Panglima TNI: Nama Pangkostrad Bakal Diumumkan Malam Ini

 

Liputan6.com, Jakarta Panglima TNI Jenderal Andika Perkasa telah mengantongi nama yang akan menempati posisi Panglima Komando Cadangan Strategis Angkatan Darat (Pangkostrad). Sosok tersebut rencananya diumumkan malam ini.

"Mudah-mudahan nanti malam. Paling lambat weekend ini," tutur Andika di Gedung MA, Jakarta Pusat, Jumat (21/1/2022).

Andika masih enggan menyebutkan siapa sosok yang akan menjabat sebagai Pangkostrad. Dia hanya memastikan nama tersebut sudah ada dan siap diumumkan ke publik.

"Sudah," kata Andika.

Posisi Panglima Komando Cadangan Strategis Angkatan Darat (Pangkostrad) sudah dua bulan kosong sejak Jenderal TNI Dudung Abdurachman, diangkat menjadi Kepala Staf Angkatan Darat (KSAD) pada 17 Nopember 2021.

Presiden Jokowi mengaku sudah menyetujui nama Pangkostrad baru. "Namanya sudah ada, silakan tanya ke Panglima TNI," kata Jokowi dalam acara Pertemuan Presiden dengan Pemimpin Redaksi Media Nasional di Istana Negara, Rabu (19/1/2022).

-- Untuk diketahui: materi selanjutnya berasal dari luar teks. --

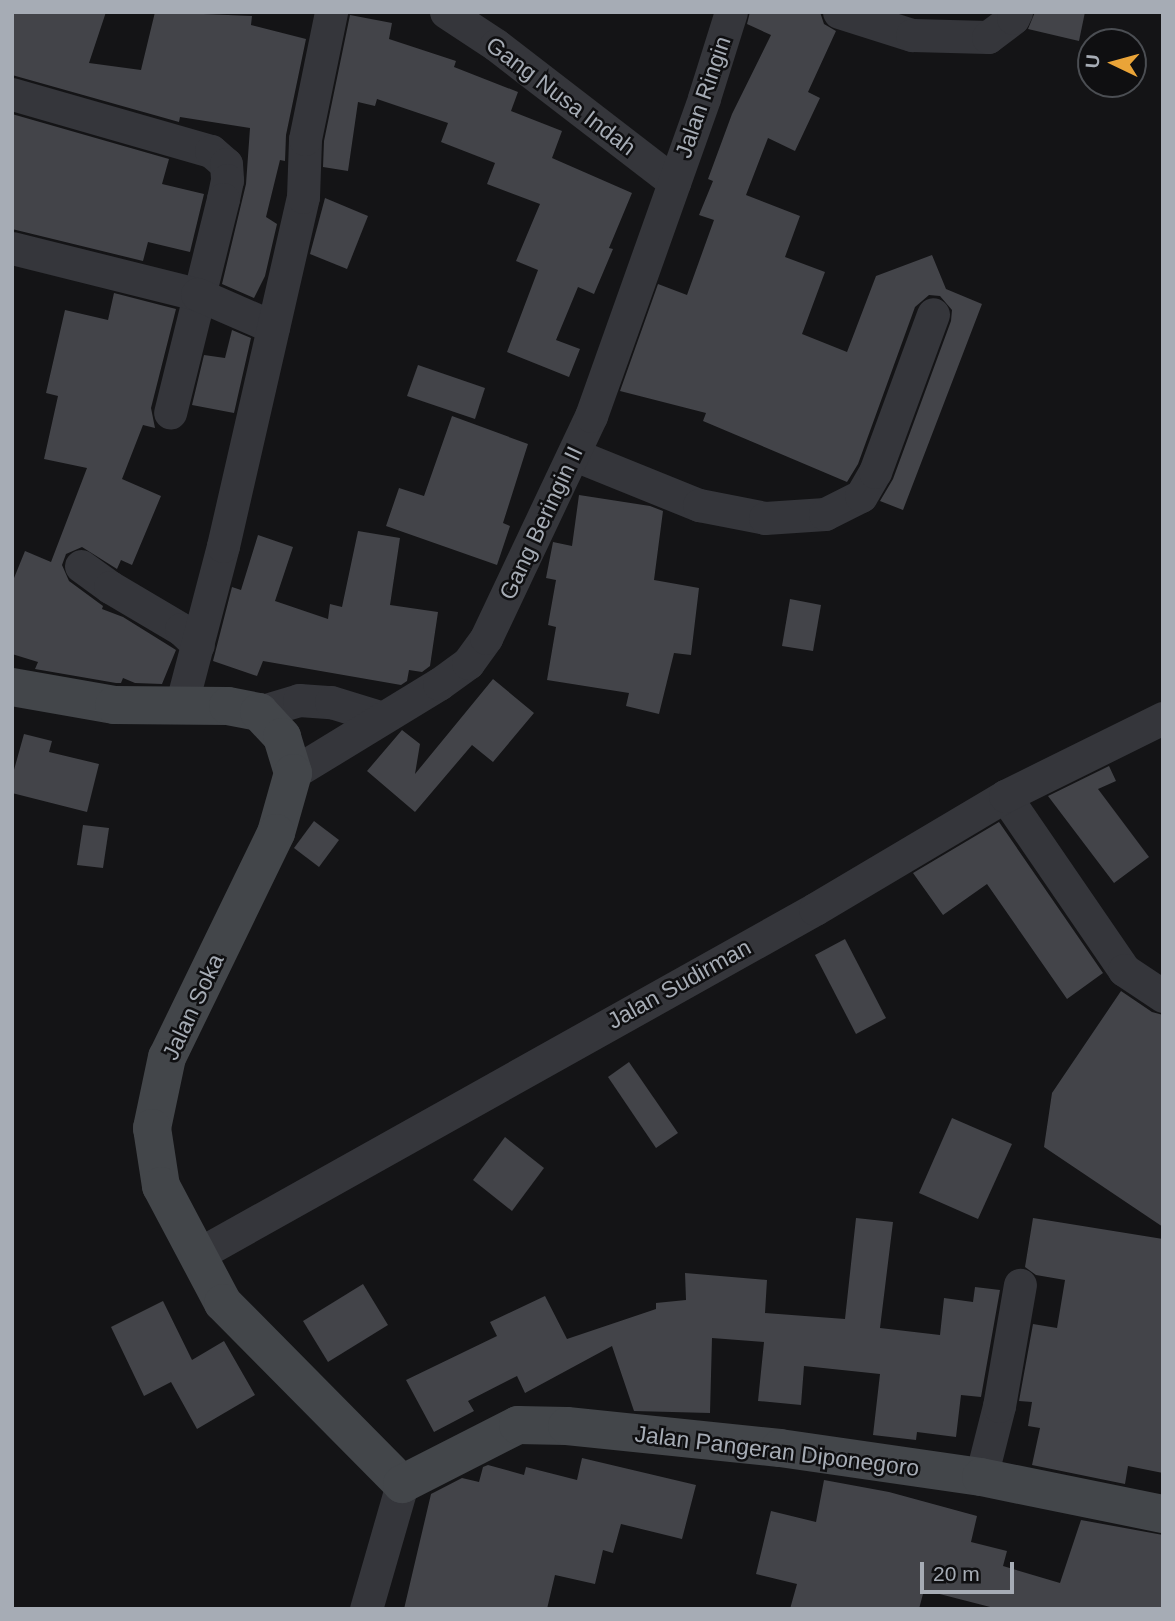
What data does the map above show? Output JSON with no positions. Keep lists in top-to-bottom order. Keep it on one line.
{"streets":{"street":["Gang Nusa Indah","Jalan Ringin","Gang Beringin II","Jalan Sudirman","Jalan Soka","Jalan Pangeran Diponegoro"]},"crossings":[["Gang Nusa Indah","Jalan Ringin"],["Gang Nusa Indah","Gang Beringin II"],["Jalan Ringin","Gang Beringin II"],["Gang Beringin II","Jalan Soka"],["Jalan Sudirman","Jalan Soka"],["Jalan Soka","Jalan Pangeran Diponegoro"]],"scale_bar":"20 m","north":"left"}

Jokowi menolak menyebut nama Pangkostrad baru itu karena akan diumumkan langsung oleh Panglima TNI Jenderal Andika Perkasa.

 

2 dari 2 halaman

Menantu Menko Marves Luhut Pandjaitan

Sebelumnya ada beberapa jenderal bintang dua yang menjadi pembicaraan di publik setelah Panglima TNI memberikan bocoran Pangkostrad akan diisi oleh Mayor Jenderal (Mayjen).

Nama-nama yang muncul mulai dari Pangdam III/Siliwangi Mayjen Agus Subiyanto, Pangdam XI/Udayana Mayjen Maruli Simanjuntak, Pangdam XVIII/Kasuari Mayjen I Nyoman Cantiasa hingga Pangdam Mulawarman Mayjen Teguh Pujo Rumekso.

Mengenai pejabat kepala daerah yang akan habis masa jabatannya pada 2022 dan 2023 menurut Jokowi akan diisi oleh eselon 1 untuk tingkat gubernur, dan pejabat provinsi untuk kabupaten atau walikota.

Ditanya apakah akan ada orang militer seperti Polri dan TNI yang menjabat kepala daerah di masa transisi itu, Jokowi menjawab harus sesuai aturan.

"Menurut UU itu gubernur itu harus eselon 1. Kalau bupati atau walikota pejabat di provinsi tapi bisa juga dari pusat. Kalau pun ada Tentara atau polisi mereka sudah ada di jabatan sipil dan harus menjabat eselon 1, aturannya seperti itu," jelas Jokowi.